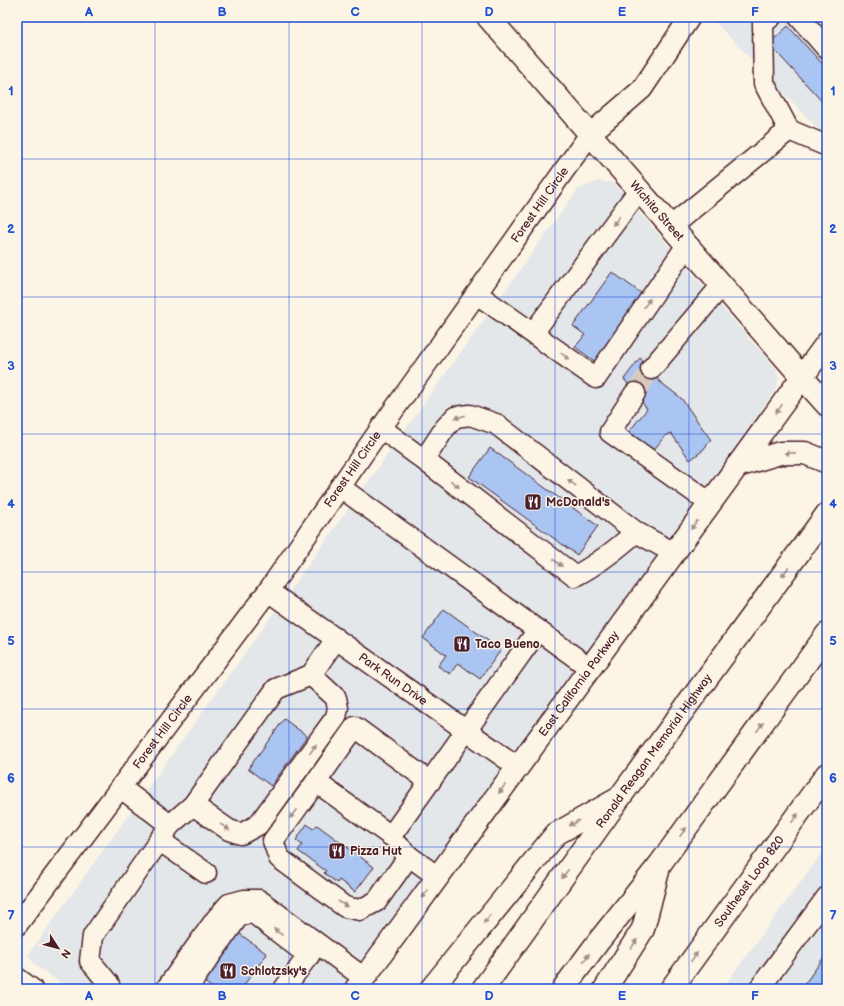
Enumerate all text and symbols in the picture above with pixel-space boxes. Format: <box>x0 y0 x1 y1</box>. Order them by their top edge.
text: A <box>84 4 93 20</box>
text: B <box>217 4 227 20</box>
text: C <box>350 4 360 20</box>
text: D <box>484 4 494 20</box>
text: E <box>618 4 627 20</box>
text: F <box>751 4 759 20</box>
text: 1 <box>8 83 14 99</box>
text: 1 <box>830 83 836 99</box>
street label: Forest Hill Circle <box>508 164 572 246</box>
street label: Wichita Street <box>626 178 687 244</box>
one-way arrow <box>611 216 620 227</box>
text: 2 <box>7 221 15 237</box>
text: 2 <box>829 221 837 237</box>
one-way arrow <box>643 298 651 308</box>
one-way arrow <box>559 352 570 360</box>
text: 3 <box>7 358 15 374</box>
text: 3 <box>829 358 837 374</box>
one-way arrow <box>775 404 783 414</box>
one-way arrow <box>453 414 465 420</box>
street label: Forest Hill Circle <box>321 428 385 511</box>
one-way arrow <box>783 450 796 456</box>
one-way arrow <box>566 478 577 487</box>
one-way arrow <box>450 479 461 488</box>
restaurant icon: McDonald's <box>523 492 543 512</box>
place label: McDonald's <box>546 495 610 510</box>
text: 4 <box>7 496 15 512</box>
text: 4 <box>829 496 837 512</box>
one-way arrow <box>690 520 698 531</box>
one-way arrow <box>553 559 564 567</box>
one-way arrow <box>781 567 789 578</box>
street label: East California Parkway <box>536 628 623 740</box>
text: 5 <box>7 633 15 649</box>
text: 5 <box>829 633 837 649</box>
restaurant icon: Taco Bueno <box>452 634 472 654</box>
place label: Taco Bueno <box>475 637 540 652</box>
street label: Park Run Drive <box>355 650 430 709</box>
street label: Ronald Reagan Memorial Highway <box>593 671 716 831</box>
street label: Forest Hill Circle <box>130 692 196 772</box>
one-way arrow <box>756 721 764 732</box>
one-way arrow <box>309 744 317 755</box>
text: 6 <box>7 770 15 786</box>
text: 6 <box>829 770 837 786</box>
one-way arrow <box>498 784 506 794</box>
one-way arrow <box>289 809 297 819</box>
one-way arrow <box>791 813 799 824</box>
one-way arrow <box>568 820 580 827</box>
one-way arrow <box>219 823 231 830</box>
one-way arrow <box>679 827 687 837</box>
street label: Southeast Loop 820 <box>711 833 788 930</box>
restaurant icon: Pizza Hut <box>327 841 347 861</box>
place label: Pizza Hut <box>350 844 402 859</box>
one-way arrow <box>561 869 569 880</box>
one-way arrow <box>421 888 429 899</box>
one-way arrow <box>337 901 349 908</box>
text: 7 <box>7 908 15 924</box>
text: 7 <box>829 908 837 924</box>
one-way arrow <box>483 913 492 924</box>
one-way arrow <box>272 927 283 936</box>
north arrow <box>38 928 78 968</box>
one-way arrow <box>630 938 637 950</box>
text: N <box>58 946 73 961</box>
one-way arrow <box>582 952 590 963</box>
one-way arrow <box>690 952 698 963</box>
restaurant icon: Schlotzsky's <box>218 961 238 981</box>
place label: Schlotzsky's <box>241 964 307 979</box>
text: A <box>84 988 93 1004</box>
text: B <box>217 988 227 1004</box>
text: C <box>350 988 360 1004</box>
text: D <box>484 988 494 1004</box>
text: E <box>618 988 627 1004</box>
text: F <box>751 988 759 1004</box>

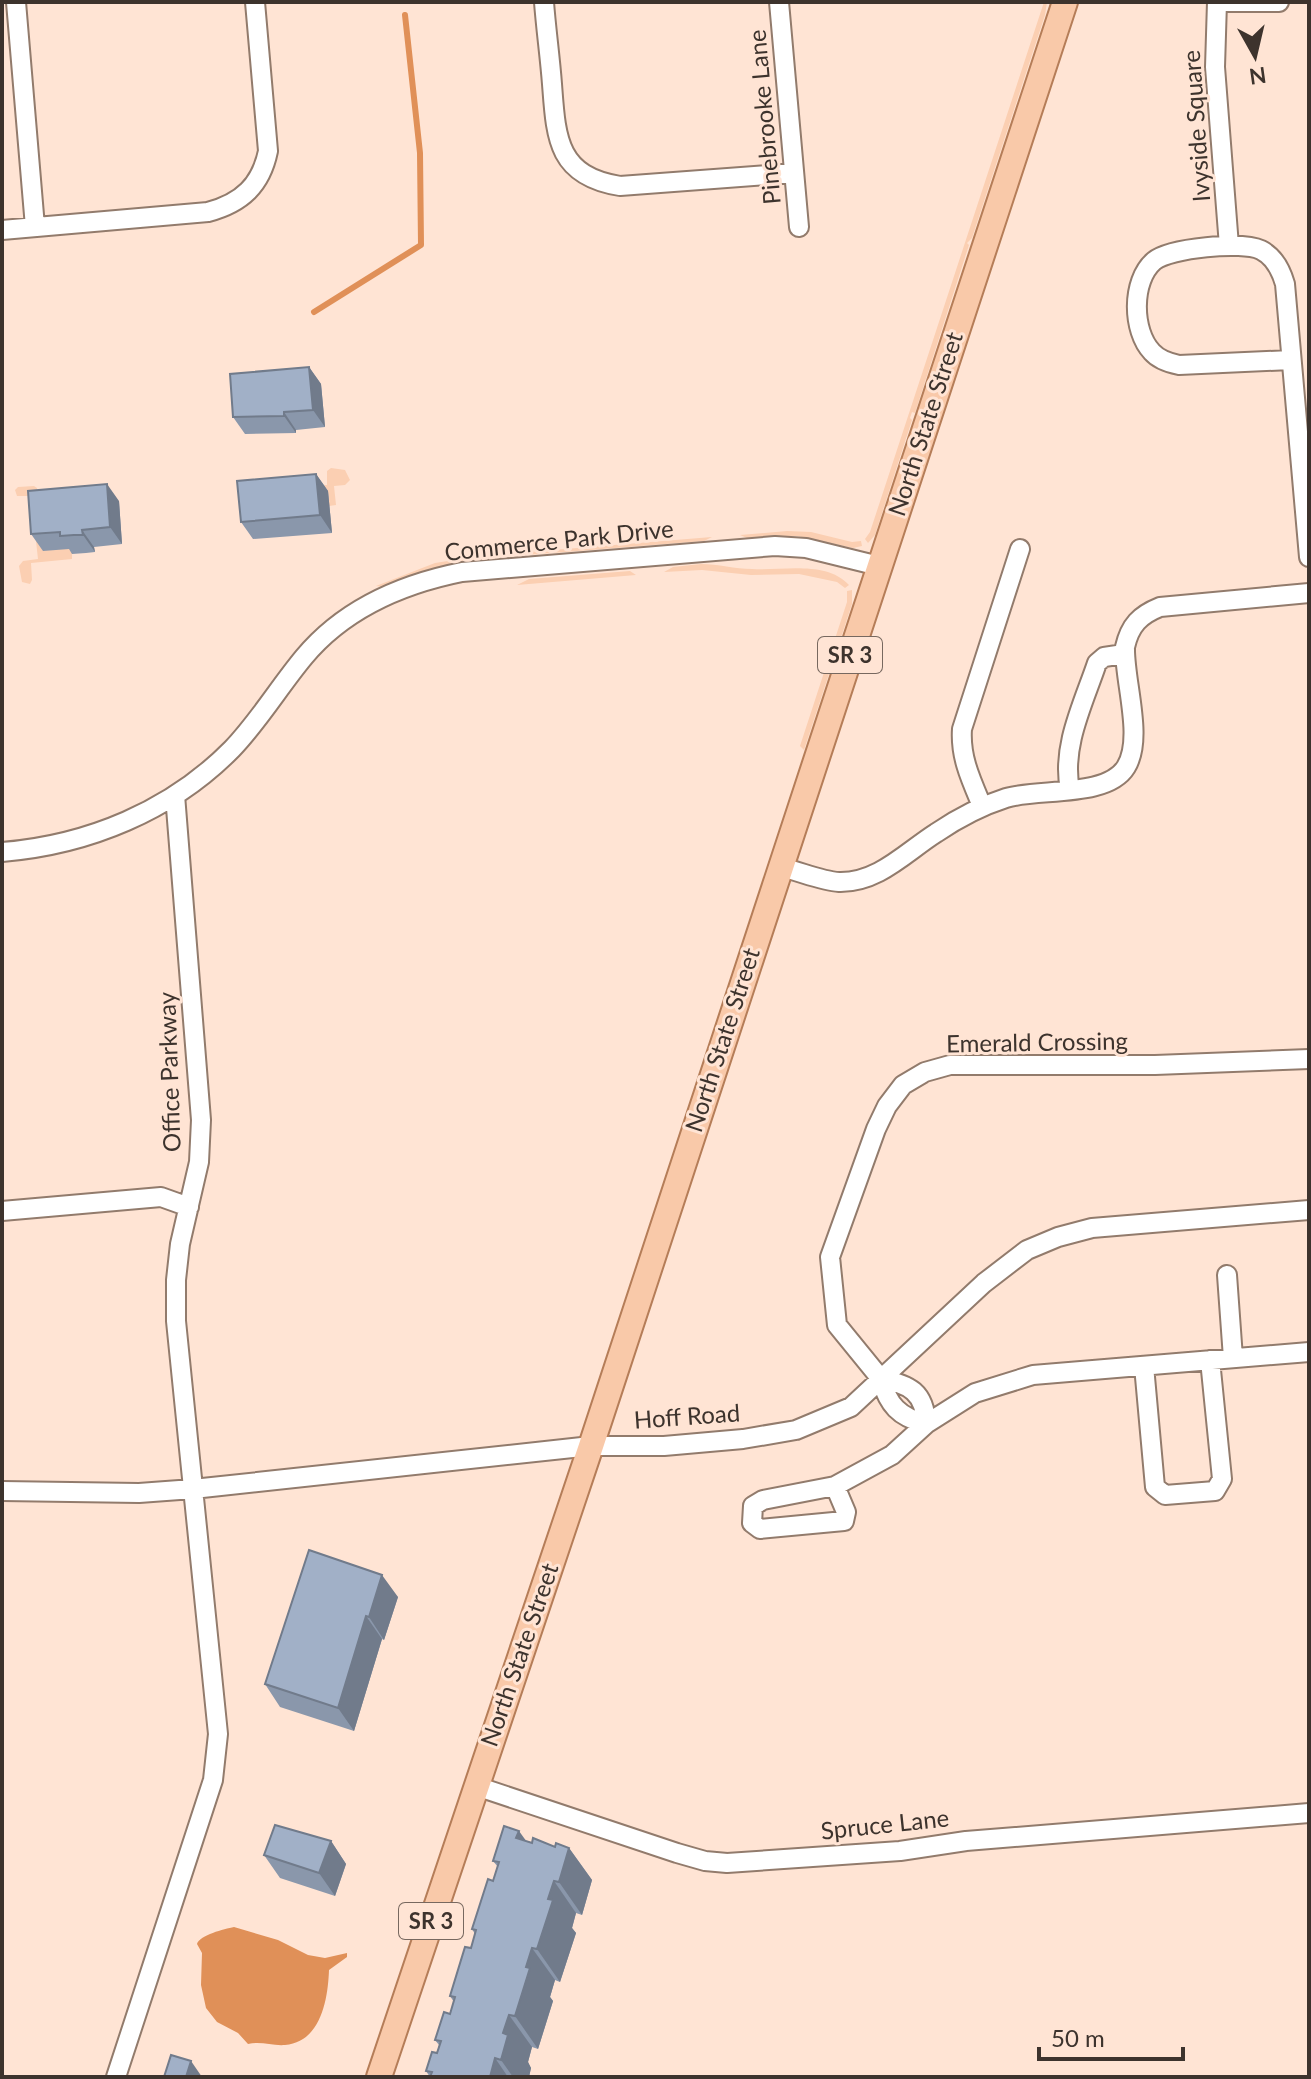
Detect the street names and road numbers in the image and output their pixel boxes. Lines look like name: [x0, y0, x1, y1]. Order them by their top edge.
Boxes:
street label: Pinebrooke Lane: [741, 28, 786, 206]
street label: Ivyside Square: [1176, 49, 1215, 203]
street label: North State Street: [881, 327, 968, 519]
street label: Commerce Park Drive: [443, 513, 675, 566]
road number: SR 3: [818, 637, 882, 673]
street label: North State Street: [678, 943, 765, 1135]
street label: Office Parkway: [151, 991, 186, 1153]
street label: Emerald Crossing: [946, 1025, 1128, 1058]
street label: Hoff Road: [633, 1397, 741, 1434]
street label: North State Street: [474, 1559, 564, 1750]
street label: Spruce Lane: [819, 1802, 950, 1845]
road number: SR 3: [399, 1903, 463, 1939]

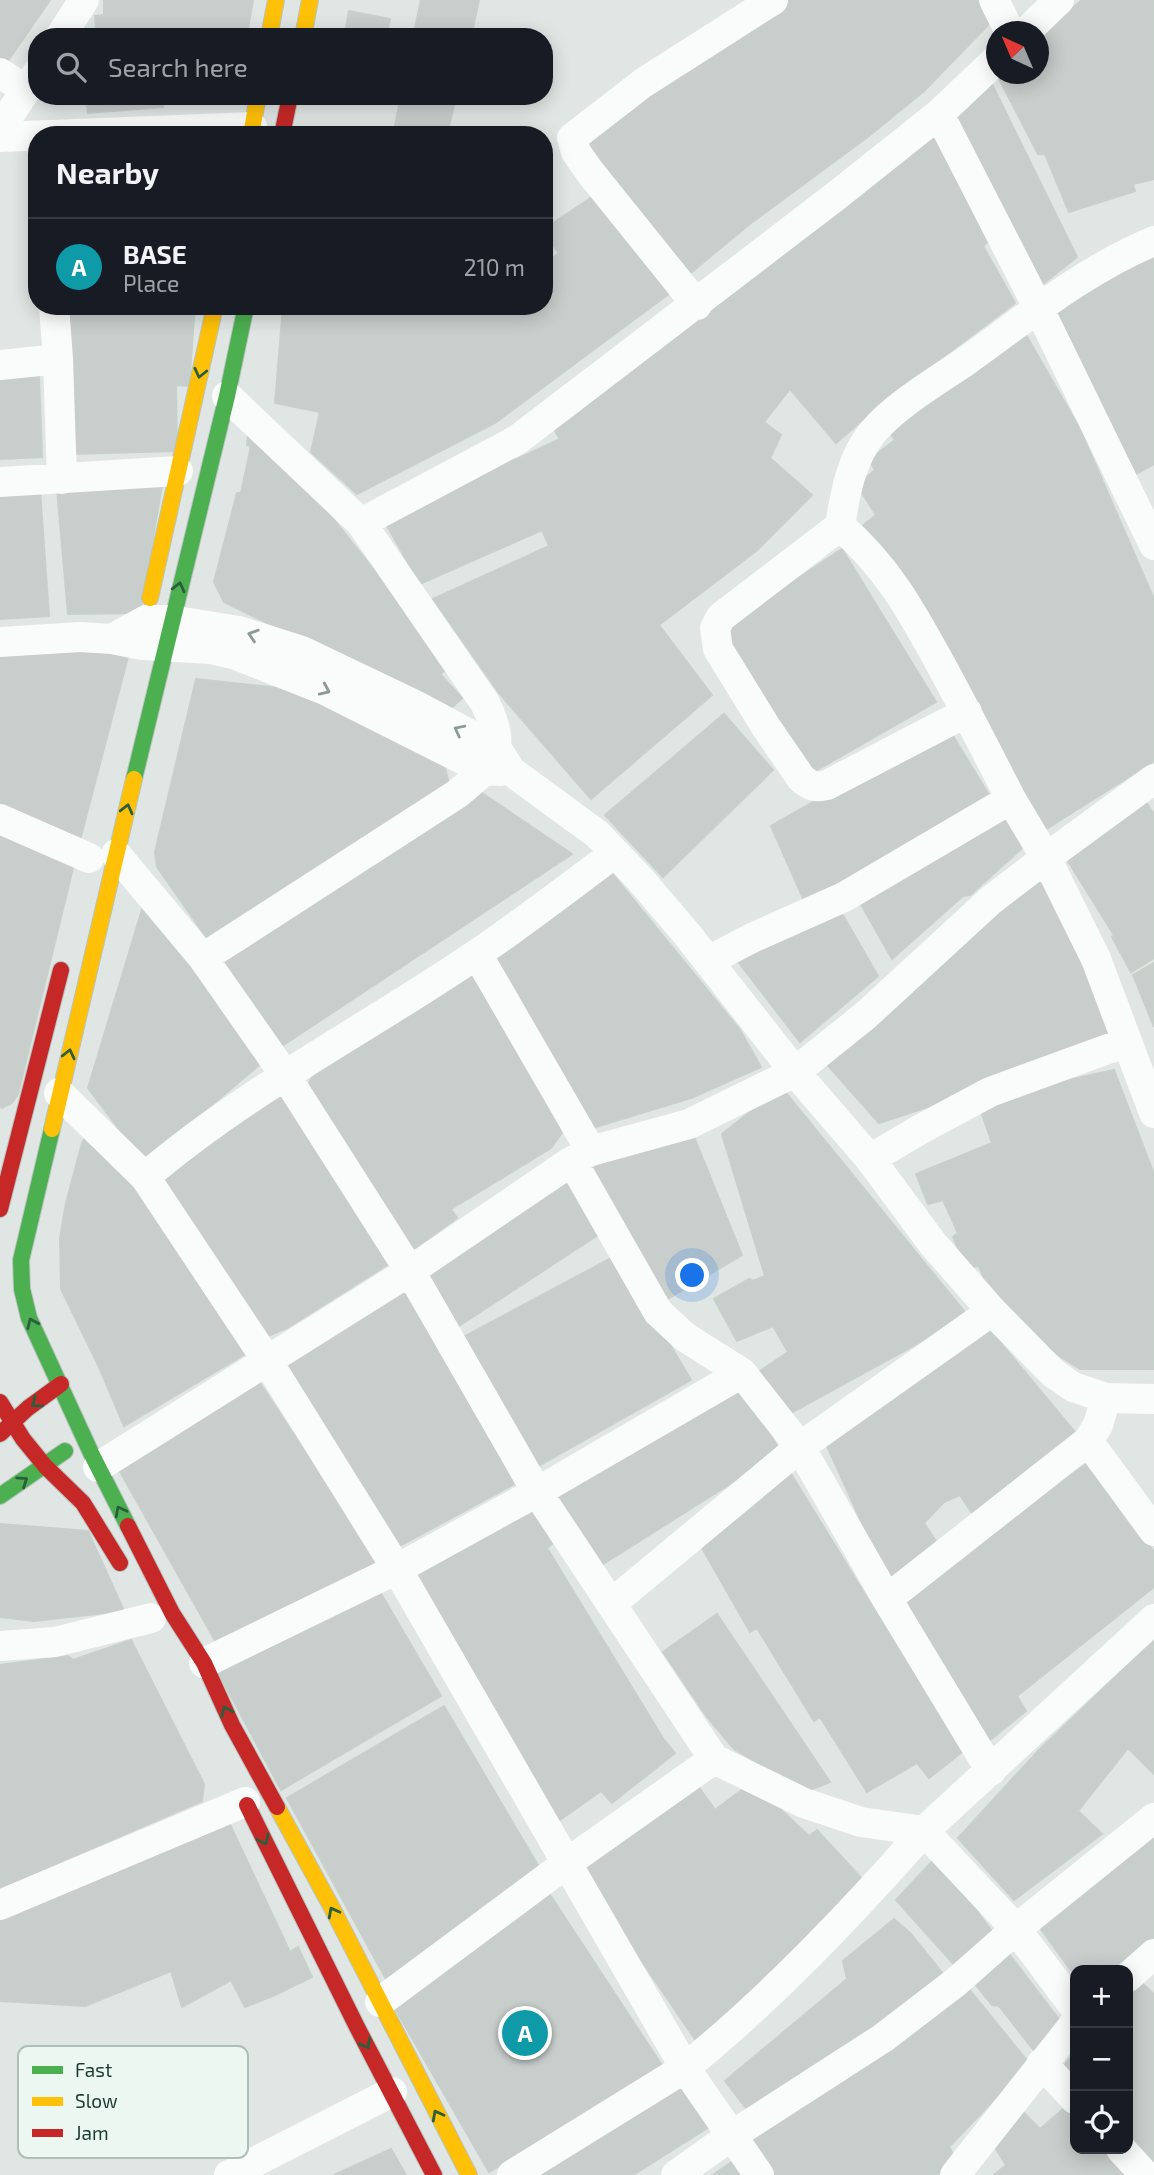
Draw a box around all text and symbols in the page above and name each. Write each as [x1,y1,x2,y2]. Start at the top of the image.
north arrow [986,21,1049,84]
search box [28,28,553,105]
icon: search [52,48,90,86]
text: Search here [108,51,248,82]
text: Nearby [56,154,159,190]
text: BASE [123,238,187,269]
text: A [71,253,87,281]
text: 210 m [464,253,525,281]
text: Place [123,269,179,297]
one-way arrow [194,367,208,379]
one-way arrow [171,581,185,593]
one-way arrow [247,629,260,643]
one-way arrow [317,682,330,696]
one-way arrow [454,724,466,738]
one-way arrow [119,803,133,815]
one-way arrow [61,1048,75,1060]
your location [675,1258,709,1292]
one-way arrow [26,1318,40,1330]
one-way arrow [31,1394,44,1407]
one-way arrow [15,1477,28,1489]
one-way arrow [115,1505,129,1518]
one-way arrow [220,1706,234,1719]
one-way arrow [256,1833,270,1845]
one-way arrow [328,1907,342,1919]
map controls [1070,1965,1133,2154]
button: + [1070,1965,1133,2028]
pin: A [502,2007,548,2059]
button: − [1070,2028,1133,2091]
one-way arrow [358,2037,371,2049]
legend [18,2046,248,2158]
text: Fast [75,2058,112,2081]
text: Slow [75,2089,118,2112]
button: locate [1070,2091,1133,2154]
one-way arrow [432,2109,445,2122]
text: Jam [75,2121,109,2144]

____________

▶ [About this exercise] Leave the pictures out and output the rest of the data word for word.

▶ [Problem solution]
Enumerate all text and symbols in the picture above with pixel-space boxes. Format: <box>x0 y0 x1 y1</box>. Order them by their top edge.
text: A <box>84 4 93 20</box>
text: B <box>217 4 227 20</box>
text: C <box>350 4 360 20</box>
text: D <box>484 4 494 20</box>
text: E <box>618 4 627 20</box>
text: F <box>751 4 759 20</box>
text: 1 <box>8 83 14 99</box>
text: 1 <box>830 83 836 99</box>
street label: Forest Hill Circle <box>508 164 572 246</box>
street label: Wichita Street <box>626 178 687 244</box>
one-way arrow <box>611 216 620 227</box>
text: 2 <box>7 221 15 237</box>
text: 2 <box>829 221 837 237</box>
one-way arrow <box>643 298 651 308</box>
one-way arrow <box>559 352 570 360</box>
text: 3 <box>7 358 15 374</box>
text: 3 <box>829 358 837 374</box>
one-way arrow <box>775 404 783 414</box>
one-way arrow <box>453 414 465 420</box>
street label: Forest Hill Circle <box>321 428 385 511</box>
one-way arrow <box>783 450 796 456</box>
one-way arrow <box>566 478 577 487</box>
one-way arrow <box>450 479 461 488</box>
restaurant icon: McDonald's <box>523 492 543 512</box>
place label: McDonald's <box>546 495 610 510</box>
text: 4 <box>7 496 15 512</box>
text: 4 <box>829 496 837 512</box>
one-way arrow <box>690 520 698 531</box>
one-way arrow <box>553 559 564 567</box>
one-way arrow <box>781 567 789 578</box>
street label: East California Parkway <box>536 628 623 740</box>
text: 5 <box>7 633 15 649</box>
text: 5 <box>829 633 837 649</box>
restaurant icon: Taco Bueno <box>452 634 472 654</box>
place label: Taco Bueno <box>475 637 540 652</box>
street label: Park Run Drive <box>355 650 430 709</box>
street label: Ronald Reagan Memorial Highway <box>593 671 716 831</box>
street label: Forest Hill Circle <box>130 692 196 772</box>
one-way arrow <box>756 721 764 732</box>
one-way arrow <box>309 744 317 755</box>
text: 6 <box>7 770 15 786</box>
text: 6 <box>829 770 837 786</box>
one-way arrow <box>498 784 506 794</box>
one-way arrow <box>289 809 297 819</box>
one-way arrow <box>791 813 799 824</box>
one-way arrow <box>568 820 580 827</box>
one-way arrow <box>219 823 231 830</box>
one-way arrow <box>679 827 687 837</box>
street label: Southeast Loop 820 <box>711 833 788 930</box>
restaurant icon: Pizza Hut <box>327 841 347 861</box>
place label: Pizza Hut <box>350 844 402 859</box>
one-way arrow <box>561 869 569 880</box>
one-way arrow <box>421 888 429 899</box>
one-way arrow <box>337 901 349 908</box>
text: 7 <box>7 908 15 924</box>
text: 7 <box>829 908 837 924</box>
one-way arrow <box>483 913 492 924</box>
one-way arrow <box>272 927 283 936</box>
north arrow <box>38 928 78 968</box>
one-way arrow <box>630 938 637 950</box>
text: N <box>58 946 73 961</box>
one-way arrow <box>582 952 590 963</box>
one-way arrow <box>690 952 698 963</box>
restaurant icon: Schlotzsky's <box>218 961 238 981</box>
place label: Schlotzsky's <box>241 964 307 979</box>
text: A <box>84 988 93 1004</box>
text: B <box>217 988 227 1004</box>
text: C <box>350 988 360 1004</box>
text: D <box>484 988 494 1004</box>
text: E <box>618 988 627 1004</box>
text: F <box>751 988 759 1004</box>

Detect the street names and road numbers in the image and output their pixel boxes. Lines look like name: [x0, y0, x1, y1]. Order them by their top edge.
Boxes:
street label: Pinebrooke Lane: [741, 28, 786, 206]
street label: Ivyside Square: [1176, 49, 1215, 203]
street label: North State Street: [881, 327, 968, 519]
street label: Commerce Park Drive: [443, 513, 675, 566]
road number: SR 3: [818, 637, 882, 673]
street label: North State Street: [678, 943, 765, 1135]
street label: Office Parkway: [151, 991, 186, 1153]
street label: Emerald Crossing: [946, 1025, 1128, 1058]
street label: Hoff Road: [633, 1397, 741, 1434]
street label: North State Street: [474, 1559, 564, 1750]
street label: Spruce Lane: [819, 1802, 950, 1845]
road number: SR 3: [399, 1903, 463, 1939]

Draw a box around all text and symbols in the page above and name each. Write each as [x1,y1,x2,y2]. Start at the top of the image.
north arrow [986,21,1049,84]
search box [28,28,553,105]
icon: search [52,48,90,86]
text: Search here [108,51,248,82]
text: Nearby [56,154,159,190]
text: BASE [123,238,187,269]
text: A [71,253,87,281]
text: 210 m [464,253,525,281]
text: Place [123,269,179,297]
one-way arrow [194,367,208,379]
one-way arrow [171,581,185,593]
one-way arrow [247,629,260,643]
one-way arrow [317,682,330,696]
one-way arrow [454,724,466,738]
one-way arrow [119,803,133,815]
one-way arrow [61,1048,75,1060]
your location [675,1258,709,1292]
one-way arrow [26,1318,40,1330]
one-way arrow [31,1394,44,1407]
one-way arrow [15,1477,28,1489]
one-way arrow [115,1505,129,1518]
one-way arrow [220,1706,234,1719]
one-way arrow [256,1833,270,1845]
one-way arrow [328,1907,342,1919]
map controls [1070,1965,1133,2154]
button: + [1070,1965,1133,2028]
pin: A [502,2007,548,2059]
button: − [1070,2028,1133,2091]
one-way arrow [358,2037,371,2049]
legend [18,2046,248,2158]
text: Fast [75,2058,112,2081]
text: Slow [75,2089,118,2112]
button: locate [1070,2091,1133,2154]
one-way arrow [432,2109,445,2122]
text: Jam [75,2121,109,2144]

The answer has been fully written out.